> **Exercise objective**
For the records that follow, return only the count of lines containing the string "their".

[Given data]

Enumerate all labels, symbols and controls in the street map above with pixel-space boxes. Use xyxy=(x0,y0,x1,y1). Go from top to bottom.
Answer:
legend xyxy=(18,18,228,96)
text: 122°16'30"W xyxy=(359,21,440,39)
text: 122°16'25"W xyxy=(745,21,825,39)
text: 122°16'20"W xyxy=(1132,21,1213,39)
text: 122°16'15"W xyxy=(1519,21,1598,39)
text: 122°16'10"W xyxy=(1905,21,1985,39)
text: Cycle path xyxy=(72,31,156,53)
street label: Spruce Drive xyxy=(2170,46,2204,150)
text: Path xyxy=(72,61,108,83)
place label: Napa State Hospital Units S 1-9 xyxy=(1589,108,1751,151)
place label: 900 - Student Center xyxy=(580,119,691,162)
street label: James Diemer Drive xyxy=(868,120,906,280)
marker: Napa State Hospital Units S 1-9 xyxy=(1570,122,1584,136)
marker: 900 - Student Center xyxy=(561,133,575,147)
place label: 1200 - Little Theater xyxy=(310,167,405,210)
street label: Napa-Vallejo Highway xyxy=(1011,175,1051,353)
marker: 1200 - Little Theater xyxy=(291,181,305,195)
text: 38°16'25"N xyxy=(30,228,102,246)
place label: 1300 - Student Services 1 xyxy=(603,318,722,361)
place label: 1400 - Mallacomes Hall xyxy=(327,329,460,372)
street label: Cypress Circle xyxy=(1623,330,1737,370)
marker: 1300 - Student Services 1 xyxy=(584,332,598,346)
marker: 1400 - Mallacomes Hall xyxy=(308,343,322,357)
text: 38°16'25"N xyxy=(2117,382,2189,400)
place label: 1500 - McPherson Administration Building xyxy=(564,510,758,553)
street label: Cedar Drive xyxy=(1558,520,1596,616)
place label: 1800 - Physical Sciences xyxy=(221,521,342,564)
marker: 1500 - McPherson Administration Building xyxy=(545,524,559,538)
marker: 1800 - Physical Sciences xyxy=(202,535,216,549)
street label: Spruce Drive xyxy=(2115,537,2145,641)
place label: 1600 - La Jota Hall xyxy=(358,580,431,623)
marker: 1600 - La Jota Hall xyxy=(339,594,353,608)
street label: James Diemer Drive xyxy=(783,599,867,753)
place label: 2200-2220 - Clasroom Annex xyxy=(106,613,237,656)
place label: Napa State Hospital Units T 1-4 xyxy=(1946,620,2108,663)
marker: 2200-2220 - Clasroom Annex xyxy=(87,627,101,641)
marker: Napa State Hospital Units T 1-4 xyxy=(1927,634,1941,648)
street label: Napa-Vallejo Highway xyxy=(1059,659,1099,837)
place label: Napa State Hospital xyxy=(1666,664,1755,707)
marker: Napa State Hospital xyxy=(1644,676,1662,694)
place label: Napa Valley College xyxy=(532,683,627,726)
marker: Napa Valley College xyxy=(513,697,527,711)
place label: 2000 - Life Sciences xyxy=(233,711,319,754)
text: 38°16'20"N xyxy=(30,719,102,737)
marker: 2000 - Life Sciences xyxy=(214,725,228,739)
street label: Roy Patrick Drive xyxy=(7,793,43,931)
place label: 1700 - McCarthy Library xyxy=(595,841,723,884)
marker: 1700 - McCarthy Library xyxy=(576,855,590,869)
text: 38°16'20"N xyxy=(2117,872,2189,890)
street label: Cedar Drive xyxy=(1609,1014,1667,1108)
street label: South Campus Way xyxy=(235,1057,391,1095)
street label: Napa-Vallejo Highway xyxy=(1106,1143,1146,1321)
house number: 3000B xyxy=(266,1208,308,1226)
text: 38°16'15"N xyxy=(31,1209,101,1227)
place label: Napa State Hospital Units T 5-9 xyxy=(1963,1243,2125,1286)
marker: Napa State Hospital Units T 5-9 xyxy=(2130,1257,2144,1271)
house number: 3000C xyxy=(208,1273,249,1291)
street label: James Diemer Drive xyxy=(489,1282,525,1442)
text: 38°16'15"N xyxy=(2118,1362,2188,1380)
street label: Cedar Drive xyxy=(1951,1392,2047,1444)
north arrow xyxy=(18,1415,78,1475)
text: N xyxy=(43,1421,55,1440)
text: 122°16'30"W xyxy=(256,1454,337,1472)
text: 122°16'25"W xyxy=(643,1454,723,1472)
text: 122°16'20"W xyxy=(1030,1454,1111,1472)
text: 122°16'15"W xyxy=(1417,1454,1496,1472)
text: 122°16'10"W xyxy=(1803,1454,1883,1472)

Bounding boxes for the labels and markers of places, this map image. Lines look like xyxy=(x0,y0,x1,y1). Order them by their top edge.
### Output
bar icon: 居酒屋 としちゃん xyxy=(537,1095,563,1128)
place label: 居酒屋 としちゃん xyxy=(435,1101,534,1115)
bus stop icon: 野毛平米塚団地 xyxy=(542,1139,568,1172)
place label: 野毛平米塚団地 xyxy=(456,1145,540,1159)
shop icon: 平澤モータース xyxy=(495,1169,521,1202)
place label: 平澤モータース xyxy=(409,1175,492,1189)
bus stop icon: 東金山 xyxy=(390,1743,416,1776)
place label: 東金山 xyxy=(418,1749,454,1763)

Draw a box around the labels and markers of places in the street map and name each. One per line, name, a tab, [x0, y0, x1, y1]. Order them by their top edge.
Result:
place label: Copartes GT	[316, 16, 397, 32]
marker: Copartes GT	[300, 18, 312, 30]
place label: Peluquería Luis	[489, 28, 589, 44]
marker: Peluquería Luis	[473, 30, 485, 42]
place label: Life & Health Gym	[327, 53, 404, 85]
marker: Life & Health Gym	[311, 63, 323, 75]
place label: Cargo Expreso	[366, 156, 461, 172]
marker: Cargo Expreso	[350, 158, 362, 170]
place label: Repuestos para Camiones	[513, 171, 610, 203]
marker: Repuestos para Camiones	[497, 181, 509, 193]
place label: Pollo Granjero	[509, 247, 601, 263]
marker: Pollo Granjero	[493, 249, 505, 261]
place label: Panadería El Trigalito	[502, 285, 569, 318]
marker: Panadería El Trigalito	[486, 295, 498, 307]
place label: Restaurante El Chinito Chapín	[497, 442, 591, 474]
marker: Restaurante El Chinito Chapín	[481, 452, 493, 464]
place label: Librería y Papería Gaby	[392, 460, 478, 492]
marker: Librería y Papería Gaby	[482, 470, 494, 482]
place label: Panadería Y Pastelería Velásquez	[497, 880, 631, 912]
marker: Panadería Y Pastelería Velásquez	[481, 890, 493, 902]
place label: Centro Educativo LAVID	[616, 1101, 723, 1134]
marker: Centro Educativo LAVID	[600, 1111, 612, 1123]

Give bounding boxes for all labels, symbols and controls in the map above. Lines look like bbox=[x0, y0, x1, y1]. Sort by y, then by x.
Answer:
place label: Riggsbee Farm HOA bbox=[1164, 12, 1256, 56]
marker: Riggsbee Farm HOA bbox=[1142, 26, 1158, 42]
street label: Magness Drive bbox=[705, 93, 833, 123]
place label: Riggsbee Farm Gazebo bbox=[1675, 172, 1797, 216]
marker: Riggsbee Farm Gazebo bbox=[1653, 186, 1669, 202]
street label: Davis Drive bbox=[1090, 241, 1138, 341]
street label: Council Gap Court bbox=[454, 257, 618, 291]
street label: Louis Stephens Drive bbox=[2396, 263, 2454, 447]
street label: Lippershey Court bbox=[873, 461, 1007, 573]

[/Given data]

> **Exercise answer**
2